If you push the haters, they will finally point out, with some prodding and profanity, that the stage show, lead singer Scott Stapp's measured vocal and physical mannerisms, and the overall overwrought tone of Creed's music are what bothers them. But let's consider that all of those things are no more rote than with most any other group with plastered street cred running these days but that's okay, "because it just is."
All this seems to be based on a Generation X edict, which went out sometime in the '90s, that rock was this earnest thing and that to be still flashy was somehow something to be maligned. I have seen Eddie Vedder -- who I still adore -- do the same things Stapp did onstage last night, just two or three years ago, and he was doing them 15 years before that.
Dial up a Jim Morrison clip on YouTube right now, I'll wait. There's the double standard again. Nothing is new, everything is recycled and nostalgia is a permanent feeling.
But that's what makes being a student of pop music interesting, seeing different versions of the same thing. Even when Stapp pointed at the crowd like Patrick Bateman screwing the hooker in American Psycho, you had to laugh.
Maybe he was doing it on purpose.

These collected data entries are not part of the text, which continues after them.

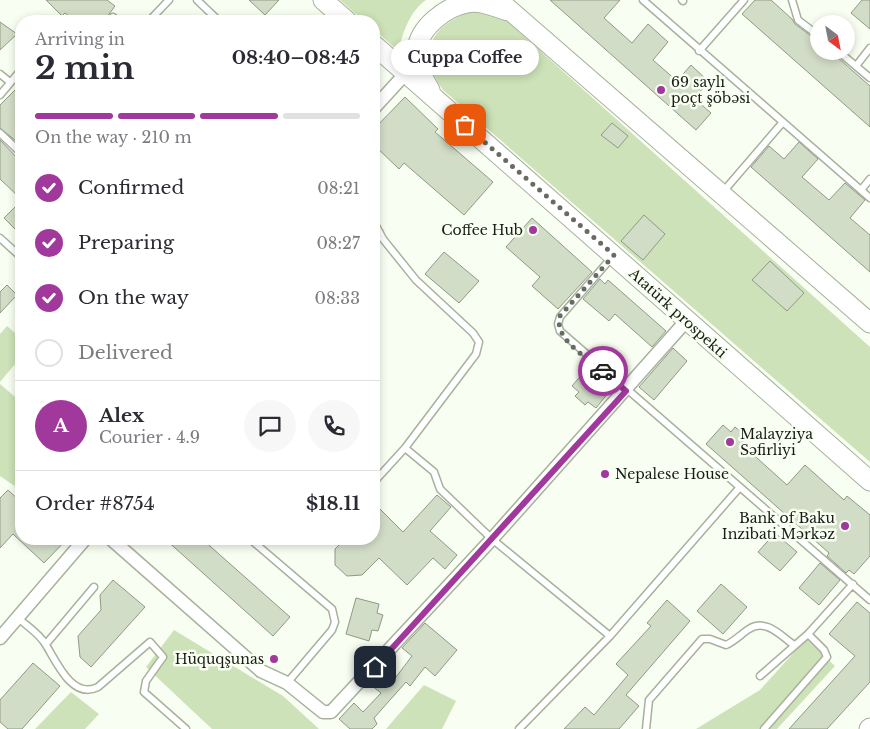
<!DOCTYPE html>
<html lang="en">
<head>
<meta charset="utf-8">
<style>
	body { margin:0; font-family:"Libre Baskerville",serif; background:#f7f7f7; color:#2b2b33; height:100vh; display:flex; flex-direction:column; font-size:19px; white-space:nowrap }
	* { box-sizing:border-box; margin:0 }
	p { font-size:16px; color:#7c7c81 }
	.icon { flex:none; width:28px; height:28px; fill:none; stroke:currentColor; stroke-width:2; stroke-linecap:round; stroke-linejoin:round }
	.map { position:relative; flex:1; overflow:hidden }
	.sheet { position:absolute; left:15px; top:15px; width:365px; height:530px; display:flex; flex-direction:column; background:#fff; border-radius:20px; box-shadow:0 2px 8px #0003 }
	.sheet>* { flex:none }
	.needle { width:32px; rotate:148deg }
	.tools { position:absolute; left:810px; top:15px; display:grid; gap:10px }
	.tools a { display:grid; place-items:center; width:45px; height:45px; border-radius:50%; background:#fff; box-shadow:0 2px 8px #0003; font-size:25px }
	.pin { position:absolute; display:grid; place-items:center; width:42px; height:42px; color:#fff; margin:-21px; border-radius:10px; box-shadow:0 2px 8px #0006 }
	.courier { position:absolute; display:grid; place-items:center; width:50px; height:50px; margin:-25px; border:4px solid #a1399c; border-radius:50%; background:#fff; color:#222; box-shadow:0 1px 6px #0007 }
	.bubble { position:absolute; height:35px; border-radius:18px; background:#fff; box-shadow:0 2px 8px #0003; font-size:16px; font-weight:700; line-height:35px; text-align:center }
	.head em { font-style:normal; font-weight:700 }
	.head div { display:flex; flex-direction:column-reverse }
	.head { display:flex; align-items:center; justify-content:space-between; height:85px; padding:0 20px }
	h1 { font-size:32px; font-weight:700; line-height:38px }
	.bar { display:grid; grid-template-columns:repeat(4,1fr); gap:8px 5px; align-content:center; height:60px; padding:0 20px }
	.bar i { height:6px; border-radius:4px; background:#e1e1e2 }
	.bar .selected { background:#a1399c }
	.bar p { grid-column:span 4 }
	.line { display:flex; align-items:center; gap:12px; padding:0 20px; border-top:1px solid #e1e1e2 }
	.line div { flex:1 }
	.round { display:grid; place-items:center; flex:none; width:52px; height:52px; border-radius:26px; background:#f7f7f7 }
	ol { padding:0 20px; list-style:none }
	li { display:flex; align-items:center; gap:15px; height:55px }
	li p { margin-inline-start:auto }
	li .icon { padding:5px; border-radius:50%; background:#a1399c; color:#fff; stroke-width:4 }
	li:last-child { color:#7c7c81 }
	li i { width:28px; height:28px; border:2px solid #e1e1e2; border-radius:50% }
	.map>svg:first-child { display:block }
</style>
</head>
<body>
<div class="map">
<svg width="870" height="729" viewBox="0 0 870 729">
	<rect width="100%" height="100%" fill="#f8fef1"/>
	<path fill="#cde2b8" d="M340 0H426C409 12 404 31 398 51L374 29V21H364Z
		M470 12 490 14 508 22 870 347V462L443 90C439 84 434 77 432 70 421 39 445 21 470 12Z
		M7 326 21 338V357L0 382V334Z
		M0 384 21 402V480L16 487 0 476Z
		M174 630 283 696 319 729H212L146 667Z
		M806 639 835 666 777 729H696L760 690Z
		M424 685 456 701 442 729H386Z
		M71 692 99 714 85 729H35Z"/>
	<path fill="#d2ddc7" stroke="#8f9985" d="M46 0H107L115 6 104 21H75L65 13 62 16Z
		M249 0H279L265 15Z
		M550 0H620L604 18 632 43 648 24 668 42 653 60 677 81 691 65 709 82 694 98 711 113 696 130Z
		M755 0H771L792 19 795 24 819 42V51H830L870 86V127L742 14Z
		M862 0H870V29L851 13Z
		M0 22 17 34 0 50Z
		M21 84V136L16 141 0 128V105Z
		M405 97 438 129 435 132 493 182 464 215 404 163 399 169 374 145V129Z
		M612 123 628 136 618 148 601 135Z
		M0 140 21 162V199L0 179Z
		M799 142 818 159 802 177 829 200 845 183 865 200 850 218 870 235V272L751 167 769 146 784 159Z
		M21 201V235L4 218Z
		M644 215 665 234 643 260 621 241Z
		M532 218 592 272 558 309 532 286 540 277 506 247Z
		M444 252 479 281 459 303 425 274Z
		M770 261 804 293 787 311 752 280Z
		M600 279 605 284 608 280 666 331 652 347 615 314 609 321 583 299Z
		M7 285 17 295 0 313V292Z
		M673 348 687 361 654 400 639 387Z
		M589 366 613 387 596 408 588 402 585 405 575 396 579 392 572 386Z
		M723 425 731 432 735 427 745 435 741 440 749 446 747 449 787 485 805 465 844 500 847 496 870 515V556L854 574 849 570 846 573 827 556 829 553 706 444Z
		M8 490 21 502V539H67L44 563 13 534 0 548V498Z
		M437 495 451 507 430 531 457 555 445 569 433 558 407 585 379 558 362 575 347 576 335 565V549L345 539H374V503L403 532Z
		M775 533 797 552 780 571 758 552Z
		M165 539H202L290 617 273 636Z
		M820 563 840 580 819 605 799 588Z
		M113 580 145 607 91 667 80 657 78 636 101 610 100 595Z
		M721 584 747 607 723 634 697 611Z
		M356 598 379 604 377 613 383 615 378 631 372 630 369 641 346 634Z
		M667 600 690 621 626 695 639 706 619 729H564L585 707 594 715 628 675 616 664 651 626 647 623Z
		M857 602 870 613V682L827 729H789L855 656 829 634Z
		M425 623 457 650 435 676 425 667 410 686 406 682 374 718 377 724 372 729H350L339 719 354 703 363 712 381 693 371 685 386 668 396 677 412 656 402 648Z
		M33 663 60 686 22 729H8L0 722V700Z"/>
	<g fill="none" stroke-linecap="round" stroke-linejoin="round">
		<g stroke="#a7b19c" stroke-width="9">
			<path id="service" d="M197 0 219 21
				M643 0 870 198
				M682 0 683 1
				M792 0 798 20 819 36
				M113 17 118 21
				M149 21 169 0
				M699 51 744 0
				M838 51 870 78
				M856 66 870 48
				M0 74 10 82
				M0 95 21 70
				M0 133 21 153
				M861 190 870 179
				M722 193 783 122
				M374 222 383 239 416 280 473 333 479 342 476 354 405 448 374 482
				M0 238 21 257
				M374 240 380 233
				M613 256 560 317 558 324 560 331 870 600
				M405 448 434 472 440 489 492 539 610 636
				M250 539 332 609 335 622 332 630 287 683
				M18 618C27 626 40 634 46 645 56 661 72 700 98 687L150 642 163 657 146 681 144 692 186 729
				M46 644 94 587
				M760 676 808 634 853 584
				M519 729 610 636 740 487
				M646 729 649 700 702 639H710L726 645C735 641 741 634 749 629 766 618 781 636 794 645
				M764 729 827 657 824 650 808 634"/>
		</g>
		<g stroke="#a7b19c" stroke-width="15">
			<path id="minor" d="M374 108 406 73
				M111 539 261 671 287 683 323 712H331L492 539 687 320
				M0 638 85 539"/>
		</g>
		<g stroke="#a7b19c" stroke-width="21">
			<path id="secondary" d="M323 0 347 21
				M498 0 870 323
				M374 45 870 481
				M430 90C423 78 415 65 417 50 419 27 446 7 467 3 481 0 495 7 508 11
				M869 729 870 728"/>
		</g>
		<use href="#service" stroke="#fff" stroke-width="6"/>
		<use href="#minor" stroke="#fff" stroke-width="12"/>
		<use href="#secondary" stroke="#fff" stroke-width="19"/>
	</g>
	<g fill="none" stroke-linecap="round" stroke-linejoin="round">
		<path stroke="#676b62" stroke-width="5" stroke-dasharray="0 9" d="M465 125 614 255 560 316C553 339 588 358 603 371"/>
		<path stroke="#a1399c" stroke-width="6" d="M375 667 626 391 603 371"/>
	</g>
	<g fill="#a1399c" stroke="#f8fef1" stroke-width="2">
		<circle cx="661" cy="90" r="5"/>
		<circle cx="533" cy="230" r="5"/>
		<circle cx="730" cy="442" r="5"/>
		<circle cx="605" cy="474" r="5"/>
		<circle cx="845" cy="526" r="5"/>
		<circle cx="274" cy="659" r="5"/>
	</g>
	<g text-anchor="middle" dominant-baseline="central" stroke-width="5" stroke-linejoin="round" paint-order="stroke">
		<g font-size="14" fill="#191c15" stroke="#f8fef1" text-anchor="start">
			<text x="671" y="82">69 saylı<tspan x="671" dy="16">poçt şöbəsi</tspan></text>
			<text x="523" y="230" text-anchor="end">Coffee Hub</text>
			<text x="740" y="434">Malayziya<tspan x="740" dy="16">Səfirliyi</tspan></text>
			<text x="615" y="474">Nepalese House</text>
			<text x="835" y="518" text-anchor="end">Bank of Baku<tspan x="835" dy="16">Inzibati Mərkəz</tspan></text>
			<text x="264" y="659" text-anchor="end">Hüquqşunas</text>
		</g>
		<g font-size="14" fill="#191c15" stroke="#f8fef1">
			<text transform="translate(678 313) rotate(42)">Atatürk prospekti</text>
		</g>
	</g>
</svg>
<div class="tools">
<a><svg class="needle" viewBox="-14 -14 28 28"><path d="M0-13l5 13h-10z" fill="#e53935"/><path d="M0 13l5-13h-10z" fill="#7c7c81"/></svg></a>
</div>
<div class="pin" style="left:465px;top:125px;background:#ea580c"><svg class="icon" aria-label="bag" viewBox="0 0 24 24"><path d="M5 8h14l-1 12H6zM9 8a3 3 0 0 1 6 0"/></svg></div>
<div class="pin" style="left:375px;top:667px;background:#1f2937"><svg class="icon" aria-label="home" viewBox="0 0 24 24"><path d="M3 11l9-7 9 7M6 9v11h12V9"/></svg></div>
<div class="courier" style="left:603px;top:371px"><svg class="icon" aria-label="car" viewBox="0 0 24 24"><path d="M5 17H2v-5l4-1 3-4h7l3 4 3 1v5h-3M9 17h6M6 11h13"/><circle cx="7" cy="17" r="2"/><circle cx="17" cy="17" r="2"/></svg></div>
<div class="bubble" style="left:391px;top:40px;width:148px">Cuppa Coffee</div>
<section class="sheet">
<div class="head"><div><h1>2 min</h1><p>Arriving in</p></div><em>08:40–08:45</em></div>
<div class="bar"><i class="selected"></i><i class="selected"></i><i class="selected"></i><i></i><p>On the way · 210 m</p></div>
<ol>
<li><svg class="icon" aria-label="check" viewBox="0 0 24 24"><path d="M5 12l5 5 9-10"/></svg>Confirmed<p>08:21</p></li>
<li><svg class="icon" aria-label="check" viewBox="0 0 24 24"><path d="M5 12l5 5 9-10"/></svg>Preparing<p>08:27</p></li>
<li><svg class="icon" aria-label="check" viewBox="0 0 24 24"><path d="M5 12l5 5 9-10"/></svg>On the way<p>08:33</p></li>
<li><i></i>Delivered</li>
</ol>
<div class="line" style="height:90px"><b class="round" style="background:#a1399c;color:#fff">A</b><div><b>Alex</b><p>Courier · 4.9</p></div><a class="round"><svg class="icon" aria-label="chat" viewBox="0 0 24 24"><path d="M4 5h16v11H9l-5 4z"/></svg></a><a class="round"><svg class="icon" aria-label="phone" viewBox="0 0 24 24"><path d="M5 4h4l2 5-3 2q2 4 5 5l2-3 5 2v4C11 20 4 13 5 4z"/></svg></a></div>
<div class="line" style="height:65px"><div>Order #8754</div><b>$18.11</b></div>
</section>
</div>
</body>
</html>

You don't want to know that he knows that you think he's more serious than he actually is.
As for artistic delusions, well, here is the link to Pitchfork if you think that Creed is the only delusional group in rock history.
Creed is performing their first two albums, 1997's My Own Prison and 1999's Human Clay, over two consecutive nights. Monday night, the group played all of Prison, plus a handful of cuts from other albums.
I spent the first three songs near the photo pit in front of the stage watching the band. Strange to be so close to something so many people hate, while thousands of people roared behind me.